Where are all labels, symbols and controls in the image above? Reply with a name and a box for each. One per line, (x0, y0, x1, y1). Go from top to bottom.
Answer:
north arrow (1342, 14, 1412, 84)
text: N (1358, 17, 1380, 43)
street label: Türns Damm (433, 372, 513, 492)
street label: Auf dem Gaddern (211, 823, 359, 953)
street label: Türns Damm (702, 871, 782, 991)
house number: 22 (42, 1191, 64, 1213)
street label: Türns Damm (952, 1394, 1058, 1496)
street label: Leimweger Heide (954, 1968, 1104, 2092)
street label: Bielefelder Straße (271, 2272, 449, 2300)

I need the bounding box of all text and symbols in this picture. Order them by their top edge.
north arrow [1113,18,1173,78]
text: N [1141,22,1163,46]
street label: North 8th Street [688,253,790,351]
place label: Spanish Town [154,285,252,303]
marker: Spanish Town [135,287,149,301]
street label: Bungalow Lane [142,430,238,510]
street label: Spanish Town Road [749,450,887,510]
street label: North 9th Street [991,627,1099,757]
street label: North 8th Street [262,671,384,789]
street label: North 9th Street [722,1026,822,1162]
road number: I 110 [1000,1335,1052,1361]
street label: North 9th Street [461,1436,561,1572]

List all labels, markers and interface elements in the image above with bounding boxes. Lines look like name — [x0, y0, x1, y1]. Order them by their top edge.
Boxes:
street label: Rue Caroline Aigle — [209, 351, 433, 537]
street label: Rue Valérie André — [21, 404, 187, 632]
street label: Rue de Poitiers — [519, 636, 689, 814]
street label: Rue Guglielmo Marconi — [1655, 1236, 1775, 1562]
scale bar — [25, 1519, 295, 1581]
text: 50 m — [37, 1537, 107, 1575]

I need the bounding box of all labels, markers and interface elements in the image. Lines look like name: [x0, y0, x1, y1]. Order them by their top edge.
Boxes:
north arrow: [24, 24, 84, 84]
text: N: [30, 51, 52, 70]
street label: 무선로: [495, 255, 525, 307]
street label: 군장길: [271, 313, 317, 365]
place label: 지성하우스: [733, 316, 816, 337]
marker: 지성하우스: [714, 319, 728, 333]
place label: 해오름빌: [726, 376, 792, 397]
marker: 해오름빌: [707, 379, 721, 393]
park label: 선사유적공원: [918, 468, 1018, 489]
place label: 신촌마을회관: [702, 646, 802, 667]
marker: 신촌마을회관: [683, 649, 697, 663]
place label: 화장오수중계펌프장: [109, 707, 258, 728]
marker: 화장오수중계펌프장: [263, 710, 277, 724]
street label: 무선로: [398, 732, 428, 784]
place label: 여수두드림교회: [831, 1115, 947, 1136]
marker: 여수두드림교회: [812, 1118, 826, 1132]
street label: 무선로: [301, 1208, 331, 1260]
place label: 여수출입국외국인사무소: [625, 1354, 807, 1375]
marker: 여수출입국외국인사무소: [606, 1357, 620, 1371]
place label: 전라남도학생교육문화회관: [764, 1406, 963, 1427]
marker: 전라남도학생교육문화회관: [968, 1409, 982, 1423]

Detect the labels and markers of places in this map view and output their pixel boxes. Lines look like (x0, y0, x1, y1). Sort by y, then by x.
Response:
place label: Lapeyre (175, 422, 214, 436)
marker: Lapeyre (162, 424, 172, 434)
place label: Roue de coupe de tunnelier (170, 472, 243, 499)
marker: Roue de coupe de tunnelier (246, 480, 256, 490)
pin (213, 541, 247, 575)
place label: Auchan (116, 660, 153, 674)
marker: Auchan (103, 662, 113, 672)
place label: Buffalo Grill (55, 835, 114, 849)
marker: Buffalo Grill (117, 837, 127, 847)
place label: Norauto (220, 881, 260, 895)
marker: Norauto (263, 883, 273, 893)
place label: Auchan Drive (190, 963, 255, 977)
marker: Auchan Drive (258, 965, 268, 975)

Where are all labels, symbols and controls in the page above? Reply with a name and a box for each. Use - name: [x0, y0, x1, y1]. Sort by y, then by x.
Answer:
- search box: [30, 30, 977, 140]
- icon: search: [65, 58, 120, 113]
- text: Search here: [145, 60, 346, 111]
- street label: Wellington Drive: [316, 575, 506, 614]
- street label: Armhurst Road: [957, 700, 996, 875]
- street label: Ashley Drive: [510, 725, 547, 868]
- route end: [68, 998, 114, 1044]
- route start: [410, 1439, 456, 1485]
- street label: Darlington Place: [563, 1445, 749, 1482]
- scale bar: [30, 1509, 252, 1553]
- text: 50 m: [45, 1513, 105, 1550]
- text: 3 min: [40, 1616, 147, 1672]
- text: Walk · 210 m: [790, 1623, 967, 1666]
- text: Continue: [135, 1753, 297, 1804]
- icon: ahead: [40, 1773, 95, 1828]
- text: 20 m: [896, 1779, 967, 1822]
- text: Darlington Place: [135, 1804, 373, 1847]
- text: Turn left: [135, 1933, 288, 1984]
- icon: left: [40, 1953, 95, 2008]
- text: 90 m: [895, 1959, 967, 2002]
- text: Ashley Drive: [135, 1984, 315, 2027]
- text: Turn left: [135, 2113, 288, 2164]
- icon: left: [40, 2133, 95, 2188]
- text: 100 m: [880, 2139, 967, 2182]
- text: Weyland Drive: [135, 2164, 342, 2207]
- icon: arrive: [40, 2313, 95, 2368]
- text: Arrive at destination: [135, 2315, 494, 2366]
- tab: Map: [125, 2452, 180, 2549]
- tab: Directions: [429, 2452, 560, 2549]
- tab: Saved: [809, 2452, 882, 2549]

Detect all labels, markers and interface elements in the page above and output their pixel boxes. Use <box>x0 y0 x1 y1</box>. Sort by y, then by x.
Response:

---*---

What is being asked
Reproduce the full listing word for word.

Result
Where are all labels, symbols and controls in the image above? Reply with a name and a box for each. One per line, (x0, y0, x1, y1). Go from top to bottom.
Answer:
north arrow (1342, 14, 1412, 84)
text: N (1358, 17, 1380, 43)
street label: Türns Damm (433, 372, 513, 492)
street label: Auf dem Gaddern (211, 823, 359, 953)
street label: Türns Damm (702, 871, 782, 991)
house number: 22 (42, 1191, 64, 1213)
street label: Türns Damm (952, 1394, 1058, 1496)
street label: Leimweger Heide (954, 1968, 1104, 2092)
street label: Bielefelder Straße (271, 2272, 449, 2300)

I need the bounding box of all text and symbols in this picture. Order them by their top edge.
north arrow [1113,18,1173,78]
text: N [1141,22,1163,46]
street label: North 8th Street [688,253,790,351]
place label: Spanish Town [154,285,252,303]
marker: Spanish Town [135,287,149,301]
street label: Bungalow Lane [142,430,238,510]
street label: Spanish Town Road [749,450,887,510]
street label: North 9th Street [991,627,1099,757]
street label: North 8th Street [262,671,384,789]
street label: North 9th Street [722,1026,822,1162]
road number: I 110 [1000,1335,1052,1361]
street label: North 9th Street [461,1436,561,1572]

List all labels, markers and interface elements in the image above with bounding boxes. Lines look like name — [x0, y0, x1, y1]. Order them by their top edge.
Boxes:
street label: Rue Caroline Aigle — [209, 351, 433, 537]
street label: Rue Valérie André — [21, 404, 187, 632]
street label: Rue de Poitiers — [519, 636, 689, 814]
street label: Rue Guglielmo Marconi — [1655, 1236, 1775, 1562]
scale bar — [25, 1519, 295, 1581]
text: 50 m — [37, 1537, 107, 1575]

I need the bounding box of all labels, markers and interface elements in the image. Lines look like name: [x0, y0, x1, y1]. Order them by their top edge.
Boxes:
north arrow: [24, 24, 84, 84]
text: N: [30, 51, 52, 70]
street label: 무선로: [495, 255, 525, 307]
street label: 군장길: [271, 313, 317, 365]
place label: 지성하우스: [733, 316, 816, 337]
marker: 지성하우스: [714, 319, 728, 333]
place label: 해오름빌: [726, 376, 792, 397]
marker: 해오름빌: [707, 379, 721, 393]
park label: 선사유적공원: [918, 468, 1018, 489]
place label: 신촌마을회관: [702, 646, 802, 667]
marker: 신촌마을회관: [683, 649, 697, 663]
place label: 화장오수중계펌프장: [109, 707, 258, 728]
marker: 화장오수중계펌프장: [263, 710, 277, 724]
street label: 무선로: [398, 732, 428, 784]
place label: 여수두드림교회: [831, 1115, 947, 1136]
marker: 여수두드림교회: [812, 1118, 826, 1132]
street label: 무선로: [301, 1208, 331, 1260]
place label: 여수출입국외국인사무소: [625, 1354, 807, 1375]
marker: 여수출입국외국인사무소: [606, 1357, 620, 1371]
place label: 전라남도학생교육문화회관: [764, 1406, 963, 1427]
marker: 전라남도학생교육문화회관: [968, 1409, 982, 1423]

Detect the labels and markers of places in this map view and output their pixel boxes. Lines look like (x0, y0, x1, y1). Sort by y, then by x.
Response:
place label: Lapeyre (175, 422, 214, 436)
marker: Lapeyre (162, 424, 172, 434)
place label: Roue de coupe de tunnelier (170, 472, 243, 499)
marker: Roue de coupe de tunnelier (246, 480, 256, 490)
pin (213, 541, 247, 575)
place label: Auchan (116, 660, 153, 674)
marker: Auchan (103, 662, 113, 672)
place label: Buffalo Grill (55, 835, 114, 849)
marker: Buffalo Grill (117, 837, 127, 847)
place label: Norauto (220, 881, 260, 895)
marker: Norauto (263, 883, 273, 893)
place label: Auchan Drive (190, 963, 255, 977)
marker: Auchan Drive (258, 965, 268, 975)

Where are all labels, symbols and controls in the page above? Reply with a name and a box for each. Use - name: [x0, y0, x1, y1]. Sort by y, then by x.
Answer:
- search box: [30, 30, 977, 140]
- icon: search: [65, 58, 120, 113]
- text: Search here: [145, 60, 346, 111]
- street label: Wellington Drive: [316, 575, 506, 614]
- street label: Armhurst Road: [957, 700, 996, 875]
- street label: Ashley Drive: [510, 725, 547, 868]
- route end: [68, 998, 114, 1044]
- route start: [410, 1439, 456, 1485]
- street label: Darlington Place: [563, 1445, 749, 1482]
- scale bar: [30, 1509, 252, 1553]
- text: 50 m: [45, 1513, 105, 1550]
- text: 3 min: [40, 1616, 147, 1672]
- text: Walk · 210 m: [790, 1623, 967, 1666]
- text: Continue: [135, 1753, 297, 1804]
- icon: ahead: [40, 1773, 95, 1828]
- text: 20 m: [896, 1779, 967, 1822]
- text: Darlington Place: [135, 1804, 373, 1847]
- text: Turn left: [135, 1933, 288, 1984]
- icon: left: [40, 1953, 95, 2008]
- text: 90 m: [895, 1959, 967, 2002]
- text: Ashley Drive: [135, 1984, 315, 2027]
- text: Turn left: [135, 2113, 288, 2164]
- icon: left: [40, 2133, 95, 2188]
- text: 100 m: [880, 2139, 967, 2182]
- text: Weyland Drive: [135, 2164, 342, 2207]
- icon: arrive: [40, 2313, 95, 2368]
- text: Arrive at destination: [135, 2315, 494, 2366]
- tab: Map: [125, 2452, 180, 2549]
- tab: Directions: [429, 2452, 560, 2549]
- tab: Saved: [809, 2452, 882, 2549]

Detect all labels, markers and interface elements in the page above and output their pixel boxes. Use <box>x0 y0 x1 y1</box>. Sort by y, then by x.
Response:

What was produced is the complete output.